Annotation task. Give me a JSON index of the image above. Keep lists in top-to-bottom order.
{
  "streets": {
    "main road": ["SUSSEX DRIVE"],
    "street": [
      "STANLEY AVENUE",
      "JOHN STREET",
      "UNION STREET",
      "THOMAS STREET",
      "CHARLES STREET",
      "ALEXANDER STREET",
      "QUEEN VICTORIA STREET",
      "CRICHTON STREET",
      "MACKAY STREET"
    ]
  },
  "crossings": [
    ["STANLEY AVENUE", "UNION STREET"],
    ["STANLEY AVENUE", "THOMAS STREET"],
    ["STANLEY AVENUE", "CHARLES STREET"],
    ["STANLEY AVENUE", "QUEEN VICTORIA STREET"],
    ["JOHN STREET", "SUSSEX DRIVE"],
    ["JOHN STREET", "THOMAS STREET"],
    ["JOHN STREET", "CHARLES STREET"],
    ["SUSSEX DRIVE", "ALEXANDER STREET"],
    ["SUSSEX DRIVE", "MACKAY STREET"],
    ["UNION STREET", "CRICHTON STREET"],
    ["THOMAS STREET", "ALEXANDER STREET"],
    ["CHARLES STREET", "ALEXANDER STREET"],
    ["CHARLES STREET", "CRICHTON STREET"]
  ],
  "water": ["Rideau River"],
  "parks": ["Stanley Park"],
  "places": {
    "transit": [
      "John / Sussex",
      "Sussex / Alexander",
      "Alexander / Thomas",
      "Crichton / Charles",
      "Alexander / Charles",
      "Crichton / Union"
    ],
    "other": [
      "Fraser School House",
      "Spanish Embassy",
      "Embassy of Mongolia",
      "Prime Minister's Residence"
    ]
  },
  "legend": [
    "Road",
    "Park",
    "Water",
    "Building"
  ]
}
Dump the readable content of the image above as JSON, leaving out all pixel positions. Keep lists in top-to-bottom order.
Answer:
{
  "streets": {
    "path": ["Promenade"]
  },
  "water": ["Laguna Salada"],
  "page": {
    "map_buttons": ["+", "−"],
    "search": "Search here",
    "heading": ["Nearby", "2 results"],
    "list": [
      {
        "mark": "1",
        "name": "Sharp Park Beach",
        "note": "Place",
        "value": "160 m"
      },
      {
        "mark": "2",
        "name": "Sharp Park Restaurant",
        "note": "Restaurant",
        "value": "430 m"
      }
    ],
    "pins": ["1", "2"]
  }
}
☆ ☆ ☆ ☆ ☆
▶ [What to produce]
Copy the listing exactly as it stands.

▶ [Answer box]
Annotation task. Give me a JSON index of the image above. Keep lists in top-to-bottom order.
{
  "streets": {
    "main road": ["SUSSEX DRIVE"],
    "street": [
      "STANLEY AVENUE",
      "JOHN STREET",
      "UNION STREET",
      "THOMAS STREET",
      "CHARLES STREET",
      "ALEXANDER STREET",
      "QUEEN VICTORIA STREET",
      "CRICHTON STREET",
      "MACKAY STREET"
    ]
  },
  "crossings": [
    ["STANLEY AVENUE", "UNION STREET"],
    ["STANLEY AVENUE", "THOMAS STREET"],
    ["STANLEY AVENUE", "CHARLES STREET"],
    ["STANLEY AVENUE", "QUEEN VICTORIA STREET"],
    ["JOHN STREET", "SUSSEX DRIVE"],
    ["JOHN STREET", "THOMAS STREET"],
    ["JOHN STREET", "CHARLES STREET"],
    ["SUSSEX DRIVE", "ALEXANDER STREET"],
    ["SUSSEX DRIVE", "MACKAY STREET"],
    ["UNION STREET", "CRICHTON STREET"],
    ["THOMAS STREET", "ALEXANDER STREET"],
    ["CHARLES STREET", "ALEXANDER STREET"],
    ["CHARLES STREET", "CRICHTON STREET"]
  ],
  "water": ["Rideau River"],
  "parks": ["Stanley Park"],
  "places": {
    "transit": [
      "John / Sussex",
      "Sussex / Alexander",
      "Alexander / Thomas",
      "Crichton / Charles",
      "Alexander / Charles",
      "Crichton / Union"
    ],
    "other": [
      "Fraser School House",
      "Spanish Embassy",
      "Embassy of Mongolia",
      "Prime Minister's Residence"
    ]
  },
  "legend": [
    "Road",
    "Park",
    "Water",
    "Building"
  ]
}
Dump the readable content of the image above as JSON, leaving out all pixel positions. Keep lists in top-to-bottom order.
Answer:
{
  "streets": {
    "path": ["Promenade"]
  },
  "water": ["Laguna Salada"],
  "page": {
    "map_buttons": ["+", "−"],
    "search": "Search here",
    "heading": ["Nearby", "2 results"],
    "list": [
      {
        "mark": "1",
        "name": "Sharp Park Beach",
        "note": "Place",
        "value": "160 m"
      },
      {
        "mark": "2",
        "name": "Sharp Park Restaurant",
        "note": "Restaurant",
        "value": "430 m"
      }
    ],
    "pins": ["1", "2"]
  }
}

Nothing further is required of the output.